The main difference is that Podman is daemonless. Docker runs a background daemon that manages everything. Podman runs containers directly as child processes of your shell. In practice this mostly doesn’t matter, but it means no daemon to restart when things go wrong, and no single process with root privileges sitting in the background all the time.

The CLI is a drop-in replacement. Every Docker command I knew works with Podman.

# these work exactly the same
podman pull ubuntu:22.04
podman run -it ubuntu:22.04 bash
podman build -t myimage .
podman ps

If you have scripts that use docker, you can alias it:

alias docker=podman

What I actually use it for

Running geospatial tools that are annoying to install. GDAL, PDAL, and their dependencies can be painful to get working on a Mac or Windows machine. Running them in a container sidesteps the whole problem.

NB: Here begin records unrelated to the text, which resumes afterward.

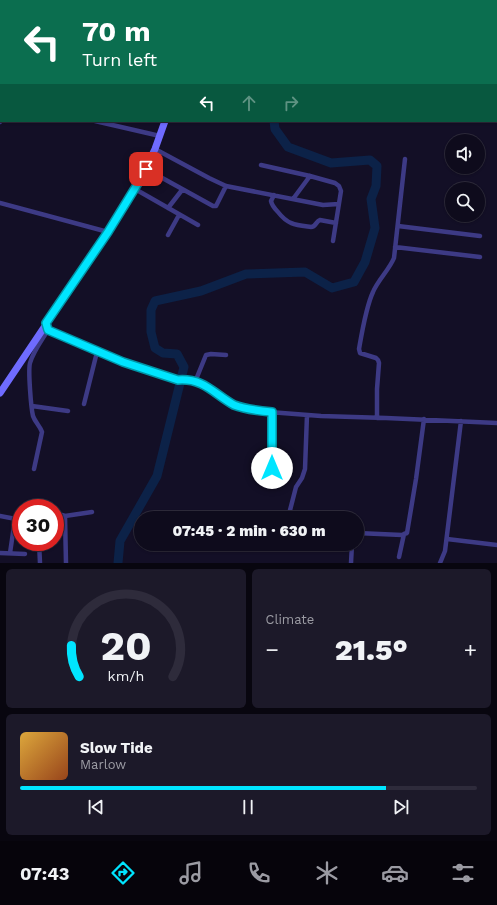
<!DOCTYPE html>
<meta charset="utf-8">
<style>
body{margin:0;font-family:"Work Sans",sans-serif;background:#1c1929;color:#f1f3f6;height:100vh;display:flex;flex-direction:column;font-size:15px;white-space:nowrap}
*{box-sizing:border-box;margin:0}
p{font-size:13px;color:#9b9ba3}
.icon{flex:none;width:22px;height:22px;fill:none;stroke:currentColor;stroke-width:2;stroke-linecap:round;stroke-linejoin:round}
.map{position:relative;height:563px;overflow:hidden}
.drawer{display:flex;flex-direction:column;gap:6px;padding:6px;background:#08060f;flex:1}
.drawer>*{flex:none}
.hud{position:absolute;left:0px;top:0px;width:497px;height:122px;box-shadow:0 1px 3px #0004,0 0 0 1px #2e2b3b;background:#0b6e4f;color:#fff;overflow:hidden}
.fabs{position:absolute;left:445px;top:134px;display:grid;gap:8px}
.fabs a{display:grid;place-items:center;width:40px;height:40px;border-radius:50%;background:#0e0b1c;box-shadow:0 1px 3px #0004,0 0 0 1px #2e2b3b;font-size:20px}
.speed{position:absolute;left:12px;top:499px;display:flex;gap:8px;font-size:20px;font-weight:700;text-align:center}
.speed>*{display:grid;place-content:center;width:52px;height:52px;border-radius:50%;background:#0e0b1c;box-shadow:0 1px 3px #0004,0 0 0 1px #2e2b3b;line-height:1}
.speed .limit{border:6px solid #d22;background:#fff;color:#111}
.pin{position:absolute;display:grid;place-items:center;width:34px;height:34px;color:#fff;margin:-17px;border-radius:8px;box-shadow:0 2px 6px #0006}
.me{position:absolute;width:44px;margin:-22px;rotate:0deg;stroke-linejoin:round;filter:drop-shadow(0 0 3px #0008)}
.turn{display:flex;align-items:center;gap:14px;height:84px;padding:0 16px;font-size:18px}
.turn .icon{width:52px;height:52px;stroke-width:2.5}
.turn b{display:block;font-size:28px;line-height:34px}
.lanes{display:flex;align-items:center;height:38px;padding:0 16px;background:#0003;justify-content:center;gap:20px;direction:ltr}
.lanes .off{opacity:.35}
.big{font-size:30px;font-weight:800;line-height:1.1}
.drawer .tile{flex:1;display:flex;flex-direction:column;justify-content:center;gap:6px;min-width:0;padding:0 14px;border-radius:6px;background:#1c1929}
.drawer .dial{align-items:center;gap:0}
.dial svg{height:104px;overflow:visible;fill:none;stroke:#2e2b3b;stroke-width:7;stroke-linecap:round;text-anchor:middle}
.dial text{fill:#f1f3f6;stroke:none}
.song{display:flex;align-items:center;gap:12px}
.cover{width:48px;height:48px;border-radius:6px;background:linear-gradient(135deg,hsl(40 70% 55%),hsl(20 70% 35%))}
.played{height:4px;border-radius:2px;background:linear-gradient(90deg,#00e5ff 80%,#2e2b3b 80%)}
.keys{display:flex;justify-content:space-around;direction:ltr}
.heat{display:flex;justify-content:space-between;align-items:center;font-size:22px;direction:ltr}
.drawer .tiles{flex:1;display:grid;gap:6px;grid-template-columns:1fr 1fr}
.tile:last-child{grid-column:span 2}
.trip{position:absolute;left:134px;top:511px;width:230px;height:40px;border-radius:20px;background:#0e0b1c;box-shadow:0 1px 3px #0004,0 0 0 1px #2e2b3b;font-weight:800;line-height:40px;text-align:center}
.tab-bar{display:flex;height:64px;justify-content:space-around;align-items:center;background:#06040b;color:#9b9ba3}
.tab-bar .icon{width:28px;height:28px}
.tab-bar .current{color:#00e5ff}
.tab-bar b{font-size:18px;color:#f1f3f6}
.map>svg:first-child{display:block}
.lines{fill:none;stroke-linecap:round;stroke-linejoin:round}
.river{stroke:#0c2248;stroke-width:9}
.street{stroke:#3d3a85;stroke-width:4.5}
.secondary{stroke:#6f6bff;stroke-width:7}
.route-casing{stroke:#0095a6;stroke-width:10}
.route{stroke:#00e5ff;stroke-width:7}
</style>
<div class="map">
<svg width="497" height="563" viewBox="0 0 497 563">
<rect width="100%" height="100%" fill="#130f26"/>
<g class="lines">
<path class="river" d="M298 1V0
M118 563 120 541 157 476 184 367 177 354 163 353 155 348 151 332V310L155 301 201 291 246 274 305 272 332 288 354 282 365 262 375 228 371 199 376 186 377 166 370 160 331 163 288 147 275 129 274 121"/>
<path class="street" d="M129 0 131 1
M54 1V0
M358 1V0
M452 1V0
M496 47H497
M496 56H497
M95 121 160 136
M0 122 1 120
M155 149 209 178 226 186 323 205 339 204
M261 165 310 176 335 183 339 186 341 191 333 241
M146 169 213 206H216L226 186
M135 189 198 225
M274 195 271 201C272 206 275 209 278 212 288 225 296 225 311 227 316 227 316 221 320 220L336 223
M293 199 310 176
M0 203 108 232
M168 208 182 190
M398 226 480 236
M168 235 179 215
M395 247 480 257
M47 323 48 330 123 362 178 380 185 379 204 385 237 406 269 412 321 416 386 418 497 423
M195 382 206 355 211 354 226 355
M84 404 97 352
M32 406 68 411
M377 418V389L379 363 378 360 376 358 360 353 359 349C362 332 366 307 373 292 378 280 389 270 394 258L405 159
M272 468V412
M34 469 42 432C40 426 35 422 33 416 31 408 28 370 30 363 33 352 42 340 48 330
M0 516 21 520
M55 516 62 515 65 516 92 512
M65 516 66 563
M288 518 296 487 302 478 305 469 307 415
M357 533 402 535 404 534 407 533 416 479 424 419
M447 539 497 545
M39 542 40 563
M0 553 25 554
M10 553 15 519
M399 557 404 534
M351 563 352 544
M440 563 445 551 461 421"/>
<path class="secondary" d="M200 1V0
M0 393 47 323 93 255 140 180 155 149 165 121"/>
</g>
<g class="lines">
<g class="route-casing">
<path id="route" d="M146 169 140 180 108 232 46 323 48 330 123 362 178 380C204 378 214 394 234 405 244 409 261 411 272 412V468"/>
</g>
<use href="#route" class="route"/>
</g>
</svg>
<div class="fabs">
<a><svg class="icon" aria-label="sound" viewBox="0 0 24 24"><path d="M4 9h4l5-4v14l-5-4H4zM17 9q2 3 0 6"/></svg></a>
<a><svg class="icon" aria-label="search" viewBox="0 0 24 24"><circle cx="10" cy="10" r="6"/><path d="M15 15l6 6"/></svg></a>
</div>
<div class="speed"><div class="limit">30</div></div>
<div class="pin" style="left:146px;top:169px;background:#d93025"><svg class="icon" aria-label="arrive" viewBox="0 0 24 24"><path d="M6 21V4h12l-3 4 3 4H6"/></svg></div>
<svg class="me" style="left:272px;top:468px" viewBox="-20 -20 40 40"><circle r="19" fill="#fff"/><path d="M0-13L10 11 0 6-10 11z" fill="#00e5ff"/></svg>
<div class="trip">07:45 · 2 min · 630 m</div>
<div class="hud">
<div class="turn"><svg class="icon" aria-label="left" viewBox="0 0 24 24"><path d="M17 20v-9H6M10 6l-5 5 5 5"/></svg><div><b>70 m</b>Turn left</div></div>
<div class="lanes"><svg class="icon" aria-label="left" viewBox="0 0 24 24"><path d="M17 20v-9H6M10 6l-5 5 5 5"/></svg><svg class="icon off" aria-label="ahead" viewBox="0 0 24 24"><path d="M12 20V5M6 11l6-6 6 6"/></svg><svg class="icon off" aria-label="right" viewBox="0 0 24 24"><path d="M7 20v-9h11M14 6l5 5-5 5"/></svg></div>
</div>
</div>
<section class="drawer">
<div class="tiles">
<div class="tile dial"><svg viewBox="0 0 100 80">
<path d="M14 69A42 42 0 1 1 86 69"/>
<path d="M14 69A42 42 0 0 1 8 45" stroke="#00e5ff"/>
<text x="50" y="56" font-size="32" font-weight="700">20</text>
<text x="50" y="72" font-size="11">km/h</text>
</svg></div>
<div class="tile"><p>Climate</p>
<div class="heat"><a>−</a><b class="big">21.5°</b><a>+</a></div>
</div>
<div class="tile">
<div class="song"><i class="cover"></i><div><b>Slow Tide</b><p>Marlow</p></div></div>
<div class="played"></div>
<div class="keys"><svg class="icon" aria-label="previous" viewBox="0 0 24 24"><path d="M18 5L8 12l10 7zM5 5v14"/></svg><svg class="icon" aria-label="pause" viewBox="0 0 24 24"><path d="M8 5v14M16 5v14"/></svg><svg class="icon" aria-label="next" viewBox="0 0 24 24"><path d="M6 5l10 7-10 7zM19 5v14"/></svg></div>
</div>
</div>
</section>
<nav class="tab-bar">
<b>07:43</b>
<svg class="icon current" aria-label="directions" viewBox="0 0 24 24"><path d="M12 3l9 9-9 9-9-9zM9 14v-3h6M13 9l2 2-2 2"/></svg>
<svg class="icon" aria-label="music" viewBox="0 0 24 24"><path d="M9 18V5l10-2v13"/><circle cx="6" cy="18" r="3"/><circle cx="16" cy="16" r="3"/></svg>
<svg class="icon" aria-label="phone" viewBox="0 0 24 24"><path d="M5 4h4l2 5-3 2q2 4 5 5l2-3 5 2v4C11 20 4 13 5 4z"/></svg>
<svg class="icon" aria-label="climate" viewBox="0 0 24 24"><path d="M12 3v18M4 7l16 10M4 17L20 7"/></svg>
<svg class="icon" aria-label="car" viewBox="0 0 24 24"><path d="M5 17H2v-5l4-1 3-4h7l3 4 3 1v5h-3M9 17h6M6 11h13"/><circle cx="7" cy="17" r="2"/><circle cx="17" cy="17" r="2"/></svg>
<svg class="icon" aria-label="filters" viewBox="0 0 24 24"><path d="M4 7h16M4 17h16"/><circle cx="9" cy="7" r="2"/><circle cx="15" cy="17" r="2"/></svg>
</nav>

podman run --rm -v $(pwd):/data ghcr.io/osgeo/gdal:ubuntu-full-latest \
  gdalinfo /data/dem.tif

Mount your local directory, run the command, get the output. No installation required.

One gotcha

Podman on Mac runs containers inside a Linux VM (same as Docker Desktop). You start it with podman machine init and podman machine start. The first time this takes a few minutes. After that it’s fast.